Le domaine de l’intelligence d’affaires, axé sur des paramètres RH, offre aux professionnels des ressources humaines une opportunité inégalée d’améliorer la qualité de leurs interventions et de les lier de plus en plus aux réels enjeux d’affaires d’une entreprise. L’intérêt marqué et récent pour l’analytique RH (l’intelligence d’affaires spécifique au secteur des ressources humaines) s’explique, entre autres, par l’implantation de systèmes de gestion de ressources humaines de plus en plus intégrés. On peut donc imaginer explorer aujourd’hui des liens potentiellement causaux qui, autrefois, pouvaient seulement être imaginés.
7 novembre 2017
Antoine Devinat, CRHA

Champ exploratoire prometteur certes… Mais malheureusement, certains s’avancent trop rapidement dans ce nouveau domaine et font rapidement face à des défis largement sous-estimés. Afin d’éviter que l’analytique RH demeure au stade de mode, il faut donc bien gérer les attentes des entreprises qui souhaitent progresser dans ce domaine et s’assurer qu’elles se donnent les moyens à long terme pour y arriver.

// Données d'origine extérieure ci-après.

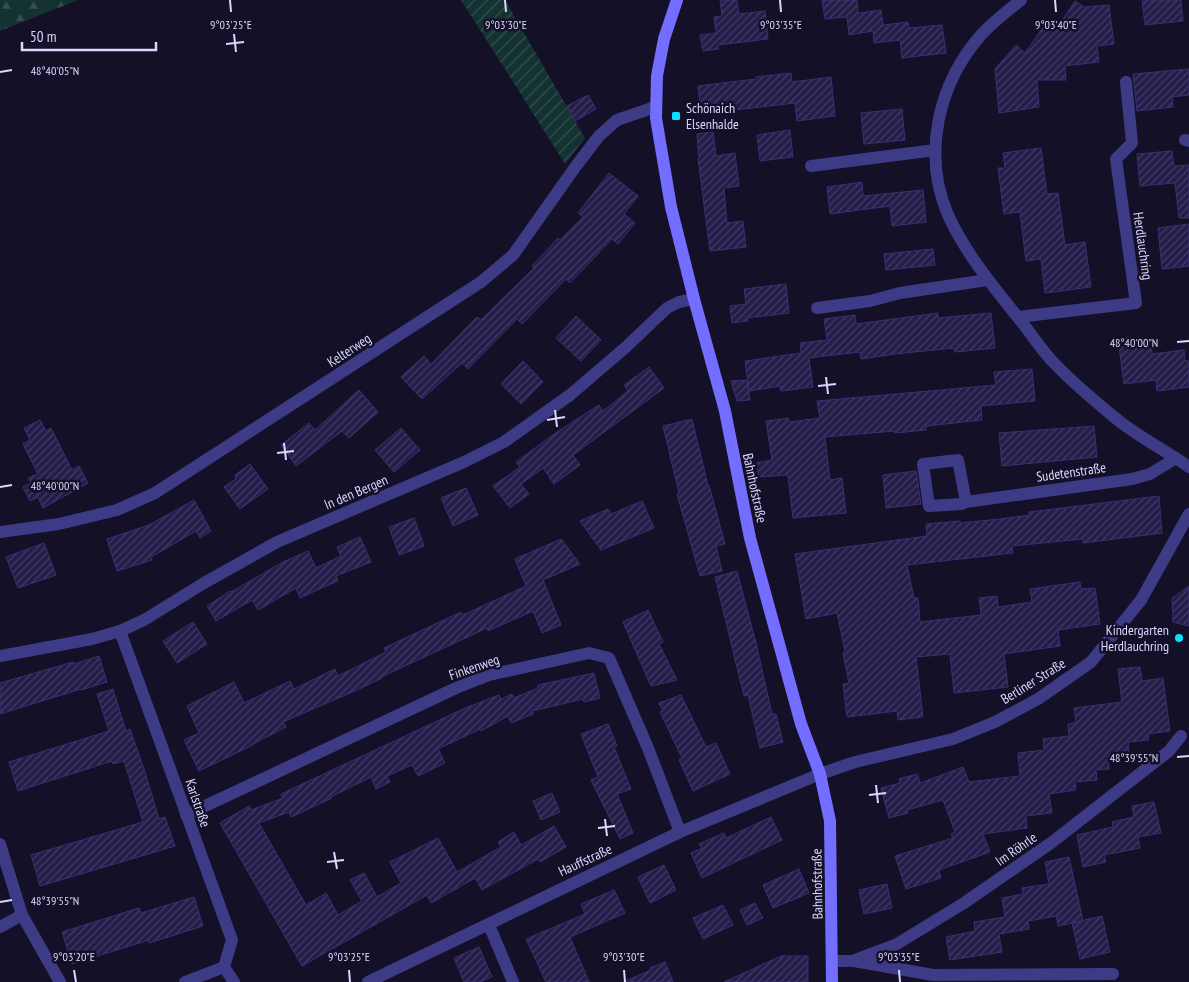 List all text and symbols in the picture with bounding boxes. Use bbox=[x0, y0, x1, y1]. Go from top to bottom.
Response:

Plusieurs défis à l’horizon

Explorer l’analytique RH est beaucoup plus complexe que de demander à une base de données d’employés de livrer ses secrets bien cachés. Des défis de taille peuvent freiner de façon brutale l’espoir naissant des services RH de se doter d’ancrages plus solides pour accompagner leurs interventions. En voici quelques-uns…

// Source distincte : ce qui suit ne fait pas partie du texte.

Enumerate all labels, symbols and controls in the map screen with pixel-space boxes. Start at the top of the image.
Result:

  1. TI : structure et validité des informations. Avoir des bases de données d’employés intégrées dans une seule et même structure constitue un défi énorme. Souvent, les systèmes et architectures TI très variés se sont progressivement imbriqués. De plus, les informations dans ces bases de données sont fréquemment incomplètes, voire fausses, par manque de rigueur dans l’entrée et la mise à jour des informations.
  2. Enjeux légaux : dès qu’une organisation commence à intégrer tous les renseignements sur ses employés dans une seule structure, des enjeux de confidentialité et d’accès à l’information émergent instantanément. Plusieurs voient aussi dans cette tendance une approche « Big Brother ».
  3. Expertise théorique : maîtriser les modèles et phénomènes RH et leurs interconnexions pour orienter les stratégies d’utilisation des données disponibles ou à rechercher est indispensable. Sans cette expertise, une organisation pourrait perdre un temps fou à colliger des données et développer des stratégies d’analyse exploratoire inutiles qui auraient peu ou pas de valeur ajoutée à court, moyen ou long termes.
  4. Expertise statistique : il s’agit là d’un champ d’expertise complexe, qu’il faut bien maîtriser pour éviter de conclure à des liens causaux ou à des interrelations inexistantes. En cherchant, on découvrira une corrélation quasi parfaite entre la consommation de fromages aux États-Unis et le nombre de gens morts étouffés dans leurs draps.
  5. Capacité à traduire des phénomènes observés sur le plan quantitatif en réelles stratégies d’intervention RH : une fois certaines observations faites à partir des données et des analyses effectuées, comment utiliser cette information de façon crédible et constructive auprès des unités d’affaires non seulement pour susciter un intérêt, mais aussi et surtout pour identifier des pistes de solutions concrètes et porteuses de changements à valeur ajoutée?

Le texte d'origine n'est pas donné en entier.